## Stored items
------------------------

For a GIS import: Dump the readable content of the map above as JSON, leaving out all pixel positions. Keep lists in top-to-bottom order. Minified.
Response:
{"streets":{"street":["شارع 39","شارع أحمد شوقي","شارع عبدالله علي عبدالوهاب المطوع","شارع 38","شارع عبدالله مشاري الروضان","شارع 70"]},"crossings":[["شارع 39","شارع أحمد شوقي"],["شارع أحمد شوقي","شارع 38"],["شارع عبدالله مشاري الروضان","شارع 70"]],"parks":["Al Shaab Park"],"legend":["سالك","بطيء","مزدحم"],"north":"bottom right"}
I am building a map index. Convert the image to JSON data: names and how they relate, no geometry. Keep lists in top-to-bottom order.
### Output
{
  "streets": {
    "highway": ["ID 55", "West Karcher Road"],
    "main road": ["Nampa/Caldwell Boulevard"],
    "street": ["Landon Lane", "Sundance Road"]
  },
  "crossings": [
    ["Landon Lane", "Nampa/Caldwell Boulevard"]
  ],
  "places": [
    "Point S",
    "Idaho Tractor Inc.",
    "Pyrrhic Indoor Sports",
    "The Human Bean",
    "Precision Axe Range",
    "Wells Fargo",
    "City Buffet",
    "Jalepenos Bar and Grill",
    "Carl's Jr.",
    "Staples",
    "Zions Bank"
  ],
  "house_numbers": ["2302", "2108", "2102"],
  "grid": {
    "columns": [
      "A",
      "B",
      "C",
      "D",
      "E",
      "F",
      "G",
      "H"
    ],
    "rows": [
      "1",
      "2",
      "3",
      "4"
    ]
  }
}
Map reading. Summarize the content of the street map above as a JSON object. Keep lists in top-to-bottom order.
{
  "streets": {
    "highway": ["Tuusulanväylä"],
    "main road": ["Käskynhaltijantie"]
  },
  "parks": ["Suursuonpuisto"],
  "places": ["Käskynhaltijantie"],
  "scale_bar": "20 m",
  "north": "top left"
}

------------------------

## Try it
What is needed is a full, exact copy of the records.

## Result for this task
For a GIS import: Dump the readable content of the map above as JSON, leaving out all pixel positions. Keep lists in top-to-bottom order. Minified.
Response:
{"streets":{"street":["شارع 39","شارع أحمد شوقي","شارع عبدالله علي عبدالوهاب المطوع","شارع 38","شارع عبدالله مشاري الروضان","شارع 70"]},"crossings":[["شارع 39","شارع أحمد شوقي"],["شارع أحمد شوقي","شارع 38"],["شارع عبدالله مشاري الروضان","شارع 70"]],"parks":["Al Shaab Park"],"legend":["سالك","بطيء","مزدحم"],"north":"bottom right"}
I am building a map index. Convert the image to JSON data: names and how they relate, no geometry. Keep lists in top-to-bottom order.
### Output
{
  "streets": {
    "highway": ["ID 55", "West Karcher Road"],
    "main road": ["Nampa/Caldwell Boulevard"],
    "street": ["Landon Lane", "Sundance Road"]
  },
  "crossings": [
    ["Landon Lane", "Nampa/Caldwell Boulevard"]
  ],
  "places": [
    "Point S",
    "Idaho Tractor Inc.",
    "Pyrrhic Indoor Sports",
    "The Human Bean",
    "Precision Axe Range",
    "Wells Fargo",
    "City Buffet",
    "Jalepenos Bar and Grill",
    "Carl's Jr.",
    "Staples",
    "Zions Bank"
  ],
  "house_numbers": ["2302", "2108", "2102"],
  "grid": {
    "columns": [
      "A",
      "B",
      "C",
      "D",
      "E",
      "F",
      "G",
      "H"
    ],
    "rows": [
      "1",
      "2",
      "3",
      "4"
    ]
  }
}
Map reading. Summarize the content of the street map above as a JSON object. Keep lists in top-to-bottom order.
{
  "streets": {
    "highway": ["Tuusulanväylä"],
    "main road": ["Käskynhaltijantie"]
  },
  "parks": ["Suursuonpuisto"],
  "places": ["Käskynhaltijantie"],
  "scale_bar": "20 m",
  "north": "top left"
}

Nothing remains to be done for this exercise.